▸ **TASK**
For every line below, set down an identical copy.

▸ **RECORD EXCERPTS**
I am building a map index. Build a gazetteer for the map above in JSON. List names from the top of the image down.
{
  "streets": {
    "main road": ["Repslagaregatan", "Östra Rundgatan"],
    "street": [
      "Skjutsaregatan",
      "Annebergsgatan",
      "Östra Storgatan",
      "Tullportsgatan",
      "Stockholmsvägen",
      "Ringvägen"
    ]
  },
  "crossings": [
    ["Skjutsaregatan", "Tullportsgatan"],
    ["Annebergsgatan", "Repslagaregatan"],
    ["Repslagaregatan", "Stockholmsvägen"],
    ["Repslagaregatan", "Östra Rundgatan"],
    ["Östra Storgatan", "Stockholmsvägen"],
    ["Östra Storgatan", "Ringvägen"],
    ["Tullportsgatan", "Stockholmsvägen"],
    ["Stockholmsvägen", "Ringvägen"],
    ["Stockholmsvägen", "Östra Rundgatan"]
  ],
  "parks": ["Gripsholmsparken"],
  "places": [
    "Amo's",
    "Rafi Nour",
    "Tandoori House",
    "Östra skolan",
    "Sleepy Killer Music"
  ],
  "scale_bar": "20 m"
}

▸ **RESPONSE BOX**
I am building a map index. Build a gazetteer for the map above in JSON. List names from the top of the image down.
{
  "streets": {
    "main road": ["Repslagaregatan", "Östra Rundgatan"],
    "street": [
      "Skjutsaregatan",
      "Annebergsgatan",
      "Östra Storgatan",
      "Tullportsgatan",
      "Stockholmsvägen",
      "Ringvägen"
    ]
  },
  "crossings": [
    ["Skjutsaregatan", "Tullportsgatan"],
    ["Annebergsgatan", "Repslagaregatan"],
    ["Repslagaregatan", "Stockholmsvägen"],
    ["Repslagaregatan", "Östra Rundgatan"],
    ["Östra Storgatan", "Stockholmsvägen"],
    ["Östra Storgatan", "Ringvägen"],
    ["Tullportsgatan", "Stockholmsvägen"],
    ["Stockholmsvägen", "Ringvägen"],
    ["Stockholmsvägen", "Östra Rundgatan"]
  ],
  "parks": ["Gripsholmsparken"],
  "places": [
    "Amo's",
    "Rafi Nour",
    "Tandoori House",
    "Östra skolan",
    "Sleepy Killer Music"
  ],
  "scale_bar": "20 m"
}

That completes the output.